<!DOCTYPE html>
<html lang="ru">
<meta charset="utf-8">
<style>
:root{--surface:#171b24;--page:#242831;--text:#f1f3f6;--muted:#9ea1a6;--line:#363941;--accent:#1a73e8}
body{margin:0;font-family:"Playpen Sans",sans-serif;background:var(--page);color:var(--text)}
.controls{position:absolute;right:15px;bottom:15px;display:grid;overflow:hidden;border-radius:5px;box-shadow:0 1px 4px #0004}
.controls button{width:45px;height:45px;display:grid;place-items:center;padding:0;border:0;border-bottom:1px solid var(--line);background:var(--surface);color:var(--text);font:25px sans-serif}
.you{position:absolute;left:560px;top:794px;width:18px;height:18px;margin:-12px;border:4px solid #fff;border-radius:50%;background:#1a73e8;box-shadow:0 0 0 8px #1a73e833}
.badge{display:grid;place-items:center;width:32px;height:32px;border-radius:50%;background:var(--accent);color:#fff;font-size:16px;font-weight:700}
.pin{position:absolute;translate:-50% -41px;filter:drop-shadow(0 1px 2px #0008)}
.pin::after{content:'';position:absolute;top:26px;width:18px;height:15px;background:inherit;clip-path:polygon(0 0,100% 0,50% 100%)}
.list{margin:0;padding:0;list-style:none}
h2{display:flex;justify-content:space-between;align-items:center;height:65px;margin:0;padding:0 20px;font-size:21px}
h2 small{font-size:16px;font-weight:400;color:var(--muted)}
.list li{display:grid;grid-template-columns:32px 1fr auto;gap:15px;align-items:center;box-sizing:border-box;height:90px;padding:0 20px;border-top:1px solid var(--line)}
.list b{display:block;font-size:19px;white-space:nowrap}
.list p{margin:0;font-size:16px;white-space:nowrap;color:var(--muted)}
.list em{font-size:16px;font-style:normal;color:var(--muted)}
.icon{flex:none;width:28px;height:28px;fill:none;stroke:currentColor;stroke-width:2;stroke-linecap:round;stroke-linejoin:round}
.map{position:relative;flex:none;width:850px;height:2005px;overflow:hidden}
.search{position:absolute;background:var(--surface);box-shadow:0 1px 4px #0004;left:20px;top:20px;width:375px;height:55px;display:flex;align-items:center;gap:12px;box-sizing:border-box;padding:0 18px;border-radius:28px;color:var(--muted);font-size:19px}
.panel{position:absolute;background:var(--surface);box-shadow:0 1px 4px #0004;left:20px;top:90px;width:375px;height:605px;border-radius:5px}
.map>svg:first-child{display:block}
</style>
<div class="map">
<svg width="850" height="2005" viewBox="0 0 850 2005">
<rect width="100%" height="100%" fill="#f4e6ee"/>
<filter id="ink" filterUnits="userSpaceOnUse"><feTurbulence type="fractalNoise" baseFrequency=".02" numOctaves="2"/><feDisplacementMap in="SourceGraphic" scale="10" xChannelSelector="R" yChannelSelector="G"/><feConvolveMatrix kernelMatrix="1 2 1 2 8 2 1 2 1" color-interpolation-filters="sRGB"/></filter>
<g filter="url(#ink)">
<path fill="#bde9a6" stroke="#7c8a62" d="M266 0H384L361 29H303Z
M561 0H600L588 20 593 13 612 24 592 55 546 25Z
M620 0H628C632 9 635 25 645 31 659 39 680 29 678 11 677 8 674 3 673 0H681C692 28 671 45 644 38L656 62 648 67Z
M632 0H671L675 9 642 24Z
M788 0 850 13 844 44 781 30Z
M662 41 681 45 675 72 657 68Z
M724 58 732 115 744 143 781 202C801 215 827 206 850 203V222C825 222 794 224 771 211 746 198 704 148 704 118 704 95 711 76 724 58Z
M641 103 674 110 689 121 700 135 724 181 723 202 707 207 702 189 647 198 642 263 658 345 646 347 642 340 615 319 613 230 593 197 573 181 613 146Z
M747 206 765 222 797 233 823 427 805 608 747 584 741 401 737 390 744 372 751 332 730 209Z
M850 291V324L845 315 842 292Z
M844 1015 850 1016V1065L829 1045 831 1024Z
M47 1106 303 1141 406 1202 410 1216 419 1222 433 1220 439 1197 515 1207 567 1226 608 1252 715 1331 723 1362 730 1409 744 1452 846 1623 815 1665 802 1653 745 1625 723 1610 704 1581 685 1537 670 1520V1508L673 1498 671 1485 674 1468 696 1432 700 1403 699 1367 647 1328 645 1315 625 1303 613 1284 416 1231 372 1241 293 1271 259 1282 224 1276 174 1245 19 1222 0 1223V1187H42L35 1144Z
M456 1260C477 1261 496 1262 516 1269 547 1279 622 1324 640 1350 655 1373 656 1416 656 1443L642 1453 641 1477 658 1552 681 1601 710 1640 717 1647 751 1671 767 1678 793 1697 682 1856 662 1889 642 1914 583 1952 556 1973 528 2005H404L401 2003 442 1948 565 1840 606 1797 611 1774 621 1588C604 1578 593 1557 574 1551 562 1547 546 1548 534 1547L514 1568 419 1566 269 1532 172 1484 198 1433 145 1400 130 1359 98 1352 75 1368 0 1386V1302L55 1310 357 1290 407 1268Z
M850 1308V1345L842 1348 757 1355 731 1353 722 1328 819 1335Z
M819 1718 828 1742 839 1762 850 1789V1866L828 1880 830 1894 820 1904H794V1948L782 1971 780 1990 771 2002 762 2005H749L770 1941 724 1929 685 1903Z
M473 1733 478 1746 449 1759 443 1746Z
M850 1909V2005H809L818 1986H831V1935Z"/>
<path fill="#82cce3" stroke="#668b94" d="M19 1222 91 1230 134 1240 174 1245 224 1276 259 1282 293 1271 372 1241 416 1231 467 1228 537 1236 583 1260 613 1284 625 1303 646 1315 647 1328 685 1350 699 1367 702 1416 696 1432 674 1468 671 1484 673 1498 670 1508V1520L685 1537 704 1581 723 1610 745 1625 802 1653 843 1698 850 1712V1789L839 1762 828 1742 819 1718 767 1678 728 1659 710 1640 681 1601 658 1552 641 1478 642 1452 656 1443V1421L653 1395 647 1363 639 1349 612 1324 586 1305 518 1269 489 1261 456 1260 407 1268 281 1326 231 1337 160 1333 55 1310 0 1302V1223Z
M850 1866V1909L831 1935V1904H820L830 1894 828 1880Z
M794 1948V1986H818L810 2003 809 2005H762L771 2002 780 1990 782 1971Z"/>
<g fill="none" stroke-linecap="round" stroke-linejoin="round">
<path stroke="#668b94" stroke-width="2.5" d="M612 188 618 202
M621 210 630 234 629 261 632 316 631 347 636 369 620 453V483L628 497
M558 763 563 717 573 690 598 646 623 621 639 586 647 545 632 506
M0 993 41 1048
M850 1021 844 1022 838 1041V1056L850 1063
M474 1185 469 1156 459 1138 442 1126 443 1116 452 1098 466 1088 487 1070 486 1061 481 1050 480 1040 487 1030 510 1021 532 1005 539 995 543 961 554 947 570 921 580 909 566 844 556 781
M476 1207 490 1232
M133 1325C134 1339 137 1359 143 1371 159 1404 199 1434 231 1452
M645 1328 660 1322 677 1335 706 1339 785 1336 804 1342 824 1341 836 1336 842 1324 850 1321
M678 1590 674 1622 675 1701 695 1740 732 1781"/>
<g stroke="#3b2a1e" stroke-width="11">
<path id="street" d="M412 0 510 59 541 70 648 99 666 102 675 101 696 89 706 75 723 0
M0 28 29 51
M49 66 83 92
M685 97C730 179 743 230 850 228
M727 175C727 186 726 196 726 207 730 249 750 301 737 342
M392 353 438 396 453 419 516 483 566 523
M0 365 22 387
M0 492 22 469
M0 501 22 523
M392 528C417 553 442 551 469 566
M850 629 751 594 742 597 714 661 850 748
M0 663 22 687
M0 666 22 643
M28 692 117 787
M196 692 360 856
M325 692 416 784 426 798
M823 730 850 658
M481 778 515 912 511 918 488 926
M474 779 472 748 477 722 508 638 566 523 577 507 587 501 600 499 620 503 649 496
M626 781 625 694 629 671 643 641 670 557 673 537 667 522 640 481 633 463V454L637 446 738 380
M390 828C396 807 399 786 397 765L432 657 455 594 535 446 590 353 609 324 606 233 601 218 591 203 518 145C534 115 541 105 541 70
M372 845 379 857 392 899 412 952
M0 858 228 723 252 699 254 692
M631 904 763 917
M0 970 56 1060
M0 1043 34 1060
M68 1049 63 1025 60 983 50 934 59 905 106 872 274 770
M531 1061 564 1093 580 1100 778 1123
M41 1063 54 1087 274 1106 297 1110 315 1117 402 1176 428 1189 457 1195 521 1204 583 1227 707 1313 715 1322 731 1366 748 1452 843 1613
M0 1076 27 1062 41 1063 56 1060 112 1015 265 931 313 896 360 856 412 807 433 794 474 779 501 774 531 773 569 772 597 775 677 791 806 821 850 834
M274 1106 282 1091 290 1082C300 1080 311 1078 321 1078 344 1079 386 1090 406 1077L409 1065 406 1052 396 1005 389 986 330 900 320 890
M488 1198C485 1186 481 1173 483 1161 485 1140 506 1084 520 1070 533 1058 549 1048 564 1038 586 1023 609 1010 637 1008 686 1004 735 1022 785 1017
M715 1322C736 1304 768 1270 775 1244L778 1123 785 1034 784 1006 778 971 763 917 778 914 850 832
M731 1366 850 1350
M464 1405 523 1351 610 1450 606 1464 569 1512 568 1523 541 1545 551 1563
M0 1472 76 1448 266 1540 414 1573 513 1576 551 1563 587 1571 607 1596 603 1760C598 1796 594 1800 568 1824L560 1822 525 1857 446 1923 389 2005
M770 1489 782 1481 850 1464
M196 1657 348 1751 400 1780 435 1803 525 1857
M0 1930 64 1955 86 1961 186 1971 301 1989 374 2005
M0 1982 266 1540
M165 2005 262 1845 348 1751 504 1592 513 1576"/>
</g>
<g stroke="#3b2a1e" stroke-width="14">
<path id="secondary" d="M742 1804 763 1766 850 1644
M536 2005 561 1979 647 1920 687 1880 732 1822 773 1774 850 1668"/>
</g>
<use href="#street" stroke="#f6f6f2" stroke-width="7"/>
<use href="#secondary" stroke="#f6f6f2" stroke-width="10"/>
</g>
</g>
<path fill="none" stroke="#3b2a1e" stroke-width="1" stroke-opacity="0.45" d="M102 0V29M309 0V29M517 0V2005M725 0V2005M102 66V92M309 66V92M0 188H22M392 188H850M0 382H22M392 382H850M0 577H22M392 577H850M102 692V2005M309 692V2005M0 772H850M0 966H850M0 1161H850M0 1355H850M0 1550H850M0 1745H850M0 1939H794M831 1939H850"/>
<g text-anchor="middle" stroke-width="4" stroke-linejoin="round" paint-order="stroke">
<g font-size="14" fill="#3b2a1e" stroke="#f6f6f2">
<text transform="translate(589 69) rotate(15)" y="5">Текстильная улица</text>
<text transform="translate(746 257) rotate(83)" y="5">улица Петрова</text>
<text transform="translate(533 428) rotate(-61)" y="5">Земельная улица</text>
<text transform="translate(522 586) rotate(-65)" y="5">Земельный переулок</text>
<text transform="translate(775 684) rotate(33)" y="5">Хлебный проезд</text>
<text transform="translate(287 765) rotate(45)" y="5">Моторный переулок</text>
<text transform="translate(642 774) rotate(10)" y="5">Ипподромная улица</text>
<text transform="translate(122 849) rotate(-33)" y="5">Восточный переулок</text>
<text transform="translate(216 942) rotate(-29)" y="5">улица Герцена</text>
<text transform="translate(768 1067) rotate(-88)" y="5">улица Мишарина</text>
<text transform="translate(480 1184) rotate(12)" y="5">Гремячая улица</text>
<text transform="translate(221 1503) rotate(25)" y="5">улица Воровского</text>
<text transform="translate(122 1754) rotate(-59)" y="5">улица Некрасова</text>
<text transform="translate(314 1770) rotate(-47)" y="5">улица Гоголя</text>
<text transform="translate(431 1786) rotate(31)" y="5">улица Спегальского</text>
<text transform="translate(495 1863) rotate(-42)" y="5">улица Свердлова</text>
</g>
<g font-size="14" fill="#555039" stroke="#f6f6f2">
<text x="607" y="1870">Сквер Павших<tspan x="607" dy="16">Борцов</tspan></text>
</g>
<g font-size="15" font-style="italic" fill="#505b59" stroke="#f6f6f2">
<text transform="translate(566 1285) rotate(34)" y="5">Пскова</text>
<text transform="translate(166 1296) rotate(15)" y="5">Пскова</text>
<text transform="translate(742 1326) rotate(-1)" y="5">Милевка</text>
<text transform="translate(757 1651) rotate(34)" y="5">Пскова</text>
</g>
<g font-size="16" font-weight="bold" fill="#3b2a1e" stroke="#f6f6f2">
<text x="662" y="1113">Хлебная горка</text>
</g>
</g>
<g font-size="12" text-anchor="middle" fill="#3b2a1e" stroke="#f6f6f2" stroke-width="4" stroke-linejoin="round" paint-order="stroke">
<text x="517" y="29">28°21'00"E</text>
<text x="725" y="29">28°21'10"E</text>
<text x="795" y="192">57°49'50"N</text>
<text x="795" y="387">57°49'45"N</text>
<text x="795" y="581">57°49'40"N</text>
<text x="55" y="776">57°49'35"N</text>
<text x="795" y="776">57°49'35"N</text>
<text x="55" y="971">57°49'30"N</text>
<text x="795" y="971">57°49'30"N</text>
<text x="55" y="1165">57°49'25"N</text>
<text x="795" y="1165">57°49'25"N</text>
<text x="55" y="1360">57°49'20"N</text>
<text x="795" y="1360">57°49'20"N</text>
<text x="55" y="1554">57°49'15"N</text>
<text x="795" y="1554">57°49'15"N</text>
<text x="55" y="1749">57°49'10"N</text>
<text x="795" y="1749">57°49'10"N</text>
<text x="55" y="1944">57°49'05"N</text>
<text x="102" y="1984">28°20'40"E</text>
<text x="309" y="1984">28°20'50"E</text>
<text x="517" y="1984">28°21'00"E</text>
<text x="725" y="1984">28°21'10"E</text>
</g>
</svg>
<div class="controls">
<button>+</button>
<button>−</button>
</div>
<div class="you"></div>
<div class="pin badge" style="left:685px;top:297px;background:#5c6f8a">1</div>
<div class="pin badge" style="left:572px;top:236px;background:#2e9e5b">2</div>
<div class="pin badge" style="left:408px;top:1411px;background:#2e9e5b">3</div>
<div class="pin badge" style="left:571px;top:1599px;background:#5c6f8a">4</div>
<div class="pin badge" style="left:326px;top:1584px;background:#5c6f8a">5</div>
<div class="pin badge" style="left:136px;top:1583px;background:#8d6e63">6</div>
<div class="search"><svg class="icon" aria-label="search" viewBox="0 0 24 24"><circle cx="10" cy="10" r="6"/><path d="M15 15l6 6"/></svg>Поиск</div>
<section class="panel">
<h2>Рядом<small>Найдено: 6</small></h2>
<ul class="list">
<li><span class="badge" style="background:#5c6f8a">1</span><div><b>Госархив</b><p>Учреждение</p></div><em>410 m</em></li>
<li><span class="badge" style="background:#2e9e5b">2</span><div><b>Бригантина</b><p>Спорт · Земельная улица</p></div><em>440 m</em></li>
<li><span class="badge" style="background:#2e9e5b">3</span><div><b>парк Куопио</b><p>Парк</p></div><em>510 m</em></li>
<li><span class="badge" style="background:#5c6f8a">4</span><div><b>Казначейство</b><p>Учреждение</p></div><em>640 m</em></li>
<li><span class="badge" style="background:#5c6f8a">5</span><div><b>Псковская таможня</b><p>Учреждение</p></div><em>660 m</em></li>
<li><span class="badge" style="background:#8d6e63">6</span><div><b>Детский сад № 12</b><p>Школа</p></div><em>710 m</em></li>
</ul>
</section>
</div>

Problem to work on
Count each line above that has the word "bottom" in it, and write down nothing but the total.

Result of this task
2